La Guerra de Independencia española contra Napoleón, cuyo bicentenario se celebra el viernes, abrió la puerta a las ansias de libertad en las colonias americanas que aprovecharon el momento de debilidad y las ideas liberales en boga para levantarse.
«La guerra de Independencia española (1808-1814) es la oportunidad» que necesitaban los independentistas americanos, explicó a la AFP el historiador español Miguel Artola, uno de los principales especialistas españoles en este periodo.
Una guerra contra los franceses que se inició con la revuelta del pueblo de Madrid el 2 de mayo de 1808 contra las tropas galas que ocupaban la capital, tras correrse la voz de que los franceses querían llevarse a los últimos miembros de la familia real que quedaban en la capital española.
El levantamiento de unos pocos centenares de madrileños, que se enfrentaron con lo que tenían a mano (cuchillos, tijeras, piedras…) a las tropas francesas, fue sofocado a sangre y fuego por los soldados del mariscal Murat, que ordenó también al día siguiente el fusilamiento de los implicados en el levantamiento en una ejecuciones plasmadas para la posteridad por Goya.
El 2 de mayo fue «una bronca que montan las gentes humildes y marginales de Madrid, que salen a la calle a pelear», afirma el escritor Arturo Pérez Reverte, autor de «Un día de cólera», en el que relata la revuelta que «fue el detonador» de la Guerra de Independencia, según Artola.
Una guerra en la que la lucha de guerrillas del pueblo español, apoyado por el ejército británico, se saldaría con la derrota del ejército de Napoleón, pero tras la cual también España regresaría al absolutismo, perdiendo la Constitución que redactaron en 1812 las Cortes reunidas en la ciudad de Cádiz (sur), lo que propició el desmoronamiento de un imperio.
«Además de ser la oportunidad, lo que los independentistas americanos tenían más próximo eran los trabajos de la Constitución de las Cortes de Cádiz, donde había una significativa representación de diputados americanos que mantenían su correspondencia con América» propagando las ideas liberales, recuerda Artola.
«Entonces empiezan a prosperar los movimientos independentistas en América», añadió.
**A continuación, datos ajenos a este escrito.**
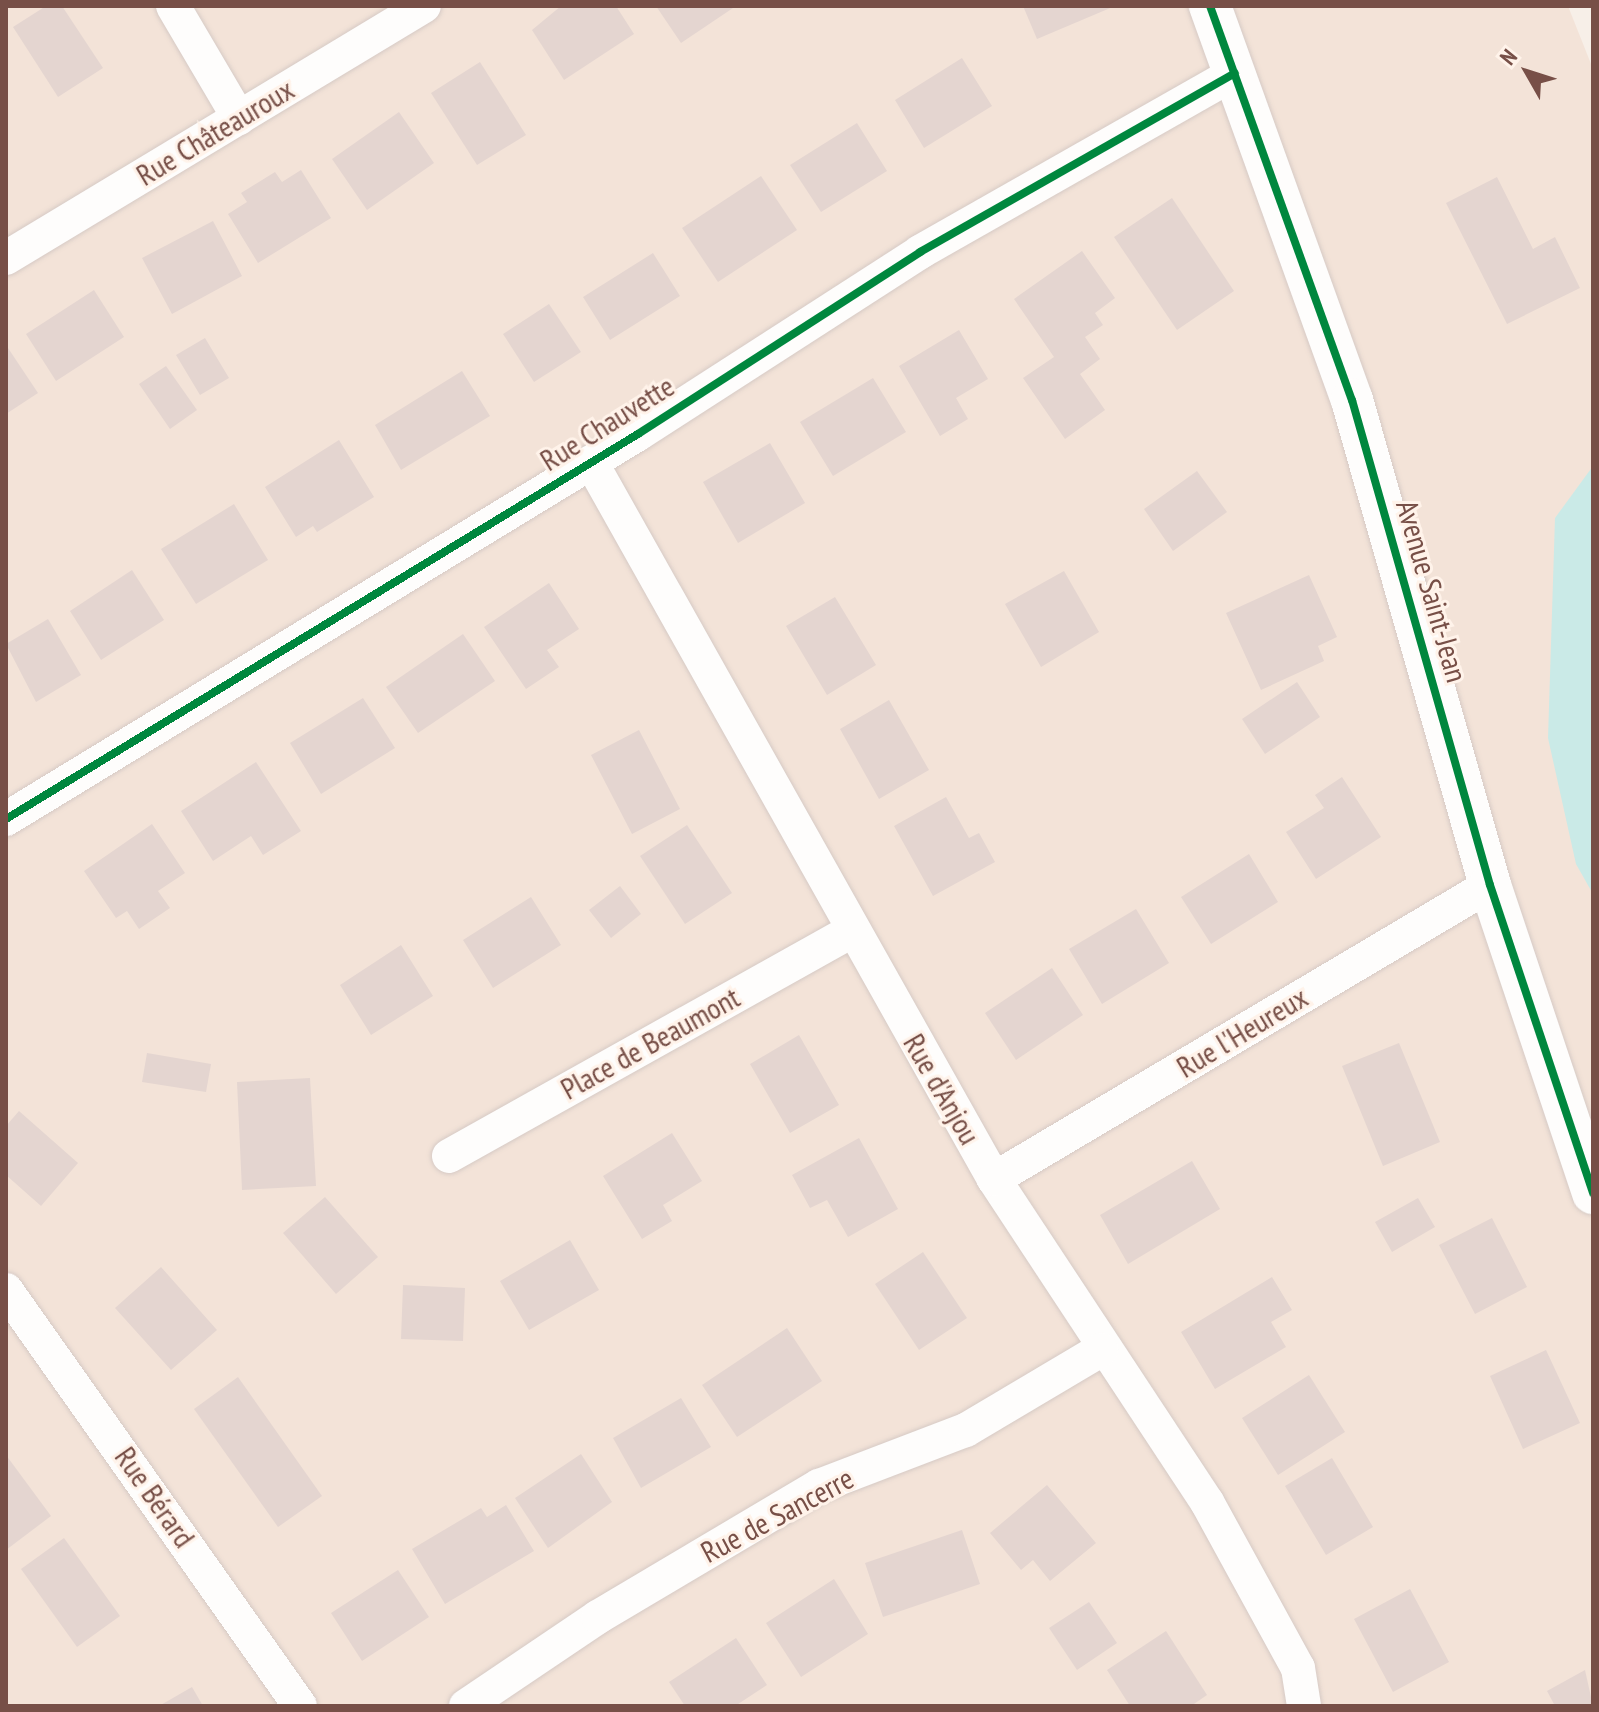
<!DOCTYPE html>
<meta charset="utf-8">
<style>
body{margin:0}
#map{position:relative;width:1599px;height:1712px;overflow:hidden;background:#f7efe8;font-family:"PT Sans Narrow",sans-serif}
div>[style]{position:absolute}
[style*='--x']{left:calc(var(--x)*1px);top:calc(var(--y)*1px);width:calc(var(--w)*1px);rotate:calc(var(--a)*1deg)}
.residential>*{inset:0;background:#f3e3d8}
.water>*{inset:0;background:#caeae7}
.building>*{inset:0;background:#e4d5d0}
.roads{filter:drop-shadow(0 0 2px #d6cac5) drop-shadow(0 0 2px #d6cac5)}
.minor>*{height:34px;margin:-17px;padding:0 17px;transform-origin:17px;border-radius:17px;background:#fefdfc}
.tertiary>*{height:42px;margin:-21px;padding:0 21px;transform-origin:21px;border-radius:21px;background:#fefdfc}
.cycleway>*{height:8px;margin:-4px;padding:0 4px;transform-origin:4px;border-radius:4px;background:#00873e}
span{translate:-50% -50%;white-space:nowrap;text-align:center;line-height:1.15;-webkit-text-stroke:6px #fff3ea;paint-order:stroke}
.street-label{font-size:30px;color:#774f47}
.frame{position:absolute;inset:0;border:8px solid #774f47;pointer-events:none}
.north{position:absolute;left:1487px;top:32px;width:80px;height:80px;-webkit-text-stroke:6px #fff3ea;paint-order:stroke;rotate:309deg;font-size:22px;font-weight:700;line-height:32px;text-align:center;color:#774f47}
.north::after{content:'';display:block;margin:auto;width:28px;height:36px;background:#774f47;clip-path:polygon(50% 0,100% 100%,50% 72%,0 100%)}
</style>
<div id="map">
<div class="residential">
<div style="clip-path:polygon(6px 6px,1568px 6px,1593px 69px,1593px 1706px,6px 1706px)"></div>
</div>
<div class="water">
<div style="clip-path:polygon(1593px 466px,1593px 894px,1576px 864px,1548px 738px,1555px 518px)"></div>
</div>
<div class="building">
<div style="clip-path:polygon(46px 6px,62px 6px,103px 68px,58px 97px,13px 27px)"></div>
<div style="clip-path:polygon(561px 6px,616px 6px,634px 34px,564px 80px,532px 30px)"></div>
<div style="clip-path:polygon(656px 6px,736px 6px,681px 43px)"></div>
<div style="clip-path:polygon(1023px 6px,1115px 6px,1037px 39px)"></div>
<div style="clip-path:polygon(962px 58px,992px 106px,924px 148px,895px 100px)"></div>
<div style="clip-path:polygon(480px 62px,526px 135px,477px 165px,431px 93px)"></div>
<div style="clip-path:polygon(399px 112px,434px 163px,367px 210px,332px 159px)"></div>
<div style="clip-path:polygon(857px 123px,887px 171px,821px 212px,790px 165px)"></div>
<div style="clip-path:polygon(301px 170px,331px 218px,258px 263px,228px 214px,247px 202px,241px 193px,275px 172px,282px 182px)"></div>
<div style="clip-path:polygon(761px 176px,797px 230px,718px 282px,682px 228px)"></div>
<div style="clip-path:polygon(1497px 177px,1533px 249px,1555px 237px,1580px 288px,1507px 324px,1446px 203px)"></div>
<div style="clip-path:polygon(1172px 198px,1234px 291px,1177px 330px,1114px 237px)"></div>
<div style="clip-path:polygon(213px 221px,242px 276px,172px 314px,142px 258px)"></div>
<div style="clip-path:polygon(1082px 251px,1115px 298px,1095px 313px,1103px 325px,1085px 337px,1100px 359px,1080px 374px,1105px 410px,1065px 439px,1023px 378px,1054px 357px,1014px 299px)"></div>
<div style="clip-path:polygon(653px 253px,680px 296px,610px 340px,583px 297px)"></div>
<div style="clip-path:polygon(94px 290px,124px 337px,56px 381px,26px 334px)"></div>
<div style="clip-path:polygon(549px 304px,581px 352px,534px 382px,503px 334px)"></div>
<div style="clip-path:polygon(959px 330px,988px 379px,956px 398px,968px 419px,940px 436px,899px 366px)"></div>
<div style="clip-path:polygon(205px 338px,229px 378px,200px 395px,176px 355px)"></div>
<div style="clip-path:polygon(8px 348px,38px 393px,6px 414px,6px 349px)"></div>
<div style="clip-path:polygon(166px 366px,197px 410px,170px 429px,139px 384px)"></div>
<div style="clip-path:polygon(462px 371px,490px 416px,401px 470px,375px 425px)"></div>
<div style="clip-path:polygon(873px 378px,906px 432px,833px 476px,800px 422px)"></div>
<div style="clip-path:polygon(339px 440px,374px 497px,317px 532px,313px 526px,296px 537px,265px 487px)"></div>
<div style="clip-path:polygon(770px 443px,805px 503px,738px 543px,703px 482px)"></div>
<div style="clip-path:polygon(1197px 471px,1227px 512px,1173px 551px,1144px 509px)"></div>
<div style="clip-path:polygon(234px 504px,268px 560px,196px 604px,161px 549px)"></div>
<div style="clip-path:polygon(132px 570px,164px 620px,101px 660px,70px 611px)"></div>
<div style="clip-path:polygon(1064px 571px,1099px 632px,1041px 667px,1005px 604px)"></div>
<div style="clip-path:polygon(1309px 575px,1337px 637px,1318px 646px,1324px 661px,1261px 690px,1226px 613px)"></div>
<div style="clip-path:polygon(549px 583px,579px 629px,547px 650px,559px 667px,526px 689px,484px 627px)"></div>
<div style="clip-path:polygon(835px 597px,876px 665px,827px 695px,786px 626px)"></div>
<div style="clip-path:polygon(48px 619px,81px 675px,36px 702px,6px 644px)"></div>
<div style="clip-path:polygon(463px 634px,495px 681px,418px 733px,386px 687px)"></div>
<div style="clip-path:polygon(1297px 682px,1320px 717px,1265px 754px,1242px 719px)"></div>
<div style="clip-path:polygon(363px 698px,395px 748px,321px 794px,290px 743px)"></div>
<div style="clip-path:polygon(889px 700px,929px 770px,879px 799px,840px 729px)"></div>
<div style="clip-path:polygon(639px 730px,680px 809px,632px 834px,591px 755px)"></div>
<div style="clip-path:polygon(256px 762px,301px 831px,263px 855px,251px 836px,213px 861px,181px 811px)"></div>
<div style="clip-path:polygon(1342px 777px,1381px 837px,1316px 879px,1286px 832px,1324px 808px,1315px 795px)"></div>
<div style="clip-path:polygon(946px 797px,969px 838px,979px 833px,995px 862px,933px 896px,894px 826px)"></div>
<div style="clip-path:polygon(152px 824px,185px 873px,158px 891px,170px 908px,139px 929px,127px 911px,116px 918px,84px 871px)"></div>
<div style="clip-path:polygon(687px 825px,732px 893px,685px 924px,640px 856px)"></div>
<div style="clip-path:polygon(1249px 854px,1278px 902px,1211px 944px,1181px 897px)"></div>
<div style="clip-path:polygon(620px 886px,641px 914px,611px 938px,589px 910px)"></div>
<div style="clip-path:polygon(531px 897px,561px 945px,493px 988px,463px 940px)"></div>
<div style="clip-path:polygon(1136px 909px,1169px 963px,1102px 1004px,1069px 949px)"></div>
<div style="clip-path:polygon(401px 945px,433px 996px,371px 1035px,340px 985px)"></div>
<div style="clip-path:polygon(1052px 968px,1083px 1015px,1016px 1060px,985px 1013px)"></div>
<div style="clip-path:polygon(799px 1035px,839px 1105px,790px 1133px,750px 1064px)"></div>
<div style="clip-path:polygon(1399px 1043px,1440px 1142px,1383px 1166px,1342px 1066px)"></div>
<div style="clip-path:polygon(147px 1053px,211px 1064px,206px 1092px,142px 1082px)"></div>
<div style="clip-path:polygon(310px 1078px,316px 1186px,242px 1190px,237px 1082px)"></div>
<div style="clip-path:polygon(19px 1111px,78px 1163px,41px 1206px,6px 1175px,6px 1126px)"></div>
<div style="clip-path:polygon(672px 1133px,702px 1181px,663px 1205px,672px 1221px,642px 1239px,603px 1176px)"></div>
<div style="clip-path:polygon(859px 1138px,898px 1209px,848px 1237px,827px 1200px,810px 1208px,792px 1175px)"></div>
<div style="clip-path:polygon(1192px 1161px,1220px 1209px,1128px 1264px,1100px 1215px)"></div>
<div style="clip-path:polygon(325px 1197px,378px 1257px,336px 1294px,283px 1233px)"></div>
<div style="clip-path:polygon(1418px 1198px,1435px 1227px,1392px 1252px,1375px 1222px)"></div>
<div style="clip-path:polygon(1492px 1218px,1527px 1287px,1475px 1314px,1439px 1245px)"></div>
<div style="clip-path:polygon(570px 1240px,599px 1290px,529px 1330px,500px 1281px)"></div>
<div style="clip-path:polygon(923px 1252px,967px 1318px,919px 1350px,875px 1284px)"></div>
<div style="clip-path:polygon(161px 1267px,217px 1330px,171px 1370px,115px 1308px)"></div>
<div style="clip-path:polygon(1272px 1277px,1292px 1310px,1271px 1322px,1286px 1347px,1215px 1389px,1181px 1332px)"></div>
<div style="clip-path:polygon(403px 1285px,465px 1288px,463px 1341px,401px 1339px)"></div>
<div style="clip-path:polygon(787px 1328px,822px 1381px,737px 1437px,702px 1385px)"></div>
<div style="clip-path:polygon(1546px 1350px,1580px 1423px,1523px 1449px,1490px 1376px)"></div>
<div style="clip-path:polygon(1309px 1375px,1345px 1432px,1278px 1475px,1242px 1418px)"></div>
<div style="clip-path:polygon(238px 1377px,322px 1496px,278px 1527px,194px 1409px)"></div>
<div style="clip-path:polygon(681px 1398px,711px 1447px,641px 1488px,613px 1438px)"></div>
<div style="clip-path:polygon(581px 1454px,612px 1502px,548px 1548px,515px 1498px)"></div>
<div style="clip-path:polygon(6px 1455px,51px 1516px,6px 1550px)"></div>
<div style="clip-path:polygon(1332px 1458px,1373px 1527px,1326px 1555px,1285px 1486px)"></div>
<div style="clip-path:polygon(1047px 1485px,1096px 1543px,1050px 1581px,1033px 1560px,1021px 1570px,990px 1533px)"></div>
<div style="clip-path:polygon(506px 1505px,534px 1551px,445px 1604px,412px 1549px,481px 1508px,487px 1517px)"></div>
<div style="clip-path:polygon(962px 1530px,980px 1584px,883px 1617px,865px 1563px)"></div>
<div style="clip-path:polygon(64px 1538px,120px 1616px,77px 1647px,21px 1569px)"></div>
<div style="clip-path:polygon(398px 1570px,429px 1617px,362px 1661px,331px 1613px)"></div>
<div style="clip-path:polygon(834px 1579px,868px 1634px,801px 1677px,766px 1623px)"></div>
<div style="clip-path:polygon(1410px 1589px,1449px 1662px,1393px 1692px,1354px 1619px)"></div>
<div style="clip-path:polygon(1089px 1602px,1117px 1643px,1077px 1670px,1049px 1628px)"></div>
<div style="clip-path:polygon(1166px 1631px,1207px 1695px,1191px 1706px,1130px 1706px,1107px 1670px)"></div>
<div style="clip-path:polygon(736px 1638px,767px 1685px,735px 1706px,685px 1706px,669px 1682px)"></div>
<div style="clip-path:polygon(1585px 1670px,1593px 1706px,1555px 1706px,1547px 1691px)"></div>
<div style="clip-path:polygon(192px 1687px,203px 1706px,159px 1706px)"></div>
</div>
<div class="roads">
<div class="minor">
<div style="--x:173;--y:6;--w:130;--a:59.5"></div>
<div style="--x:6;--y:258;--w:488;--a:-31.1"></div>
<div style="--x:591;--y:462;--w:822;--a:60.66"></div>
<div style="--x:994;--y:1179;--w:387;--a:56.6"></div>
<div style="--x:1207;--y:1502;--w:189;--a:61.3"></div>
<div style="--x:1298;--y:1668;--w:38;--a:81"></div>
<div style="--x:6;--y:819;--w:740;--a:-31.35"></div>
<div style="--x:638;--y:434;--w:336;--a:-32.8"></div>
<div style="--x:920;--y:252;--w:362;--a:-29.6"></div>
<div style="--x:449;--y:1156;--w:461;--a:-29.2"></div>
<div style="--x:994;--y:1179;--w:577;--a:-30.66"></div>
<div style="--x:6;--y:1290;--w:509;--a:54.75"></div>
<div style="--x:466;--y:1706;--w:159;--a:-34"></div>
<div style="--x:598;--y:1617;--w:257;--a:-30.7"></div>
<div style="--x:819;--y:1486;--w:157;--a:-20.9"></div>
<div style="--x:966;--y:1430;--w:157;--a:-30.7"></div>
</div>
<div class="tertiary">
<div style="--x:1210;--y:6;--w:419;--a:70.2"></div>
<div style="--x:1352;--y:400;--w:504;--a:74.12"></div>
<div style="--x:1490;--y:885;--w:325;--a:71.5"></div>
</div>
</div>
<div class="cycleway">
<div style="--x:1210;--y:6;--w:419;--a:70.2"></div>
<div style="--x:1352;--y:400;--w:504;--a:74.12"></div>
<div style="--x:1490;--y:885;--w:325;--a:71.5"></div>
<div style="--x:6;--y:819;--w:740;--a:-31.35"></div>
<div style="--x:638;--y:434;--w:336;--a:-32.8"></div>
<div style="--x:920;--y:252;--w:362;--a:-29.6"></div>
</div>
<div class="street-label">
<span style="left:215px;top:132px;rotate:-31deg">Rue Châteauroux</span>
<span style="left:607px;top:423px;rotate:-32deg">Rue Chauvette</span>
<span style="left:1432px;top:591px;rotate:74deg">Avenue Saint-Jean</span>
<span style="left:1242px;top:1032px;rotate:-31deg">Rue l'Heureux</span>
<span style="left:650px;top:1043px;rotate:-29deg">Place de Beaumont</span>
<span style="left:942px;top:1089px;rotate:60deg">Rue d'Anjou</span>
<span style="left:155px;top:1497px;rotate:55deg">Rue Bérard</span>
<span style="left:777px;top:1515px;rotate:-28deg">Rue de Sancerre</span>
</div>
<div class="frame"></div>
<div class="north">N</div>
</div>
Las élites criollas de las colonias, donde ya había descontentos en el ámbito económico, en el que las transacciones comerciales siempre beneficiaban a la metrópoli en perjuicio de las colonias, se pondrán al frente de una insurrección que detonan las revueltas de Sucre y La Paz en 1809.
El movimiento, que tiene muy presente el ejemplo de sus vecinos del norte medio siglo antes, se extendería a toda la geografía sudamericana, convirtiéndose en una guerra civil entre realistas e independentistas, mientras la metrópoli, inmersa en su propio conflicto, no podía intervenir.
Tras la guerra, el monarca absoluto Fernando VII no pensó en ningún momento en la negociación con las colonias y en 1815 envió a un ejército de 10.000 hombres y varios buques de guerra para tratar de contener a los independentistas, en contra de lo que ya advertía el escritor español Blanco White.
«Todos los que aman la unidad e integridad del imperio conocerán que el único medio de conservar las Américas unidas con España es no disponer de sus intereses sin su consentimiento», escribía el poeta, exiliado en Gran Bretaña.
La intransigencia de la colonia española afirma el deseo independentista y comienzan los recorridos de los dos libertadores: José de San Martín, que había luchado en la Guerra de Independencia española, parte desde el sur, y Simón Bolívar, que había conocido la Francia revolucionaria, inicia su periplo desde el norte.
En 1822 se reúnen los dos libertadores en Guayaquil, retirándose San Martín y dejando a Bolívar al mando de las tropas independentistas para dar el asalto al virreinato del Perú, último reducto continental fiel a España, que caería tras la batalla de Ayacucho, en 1824, marcando el ocaso del poder español en el continente.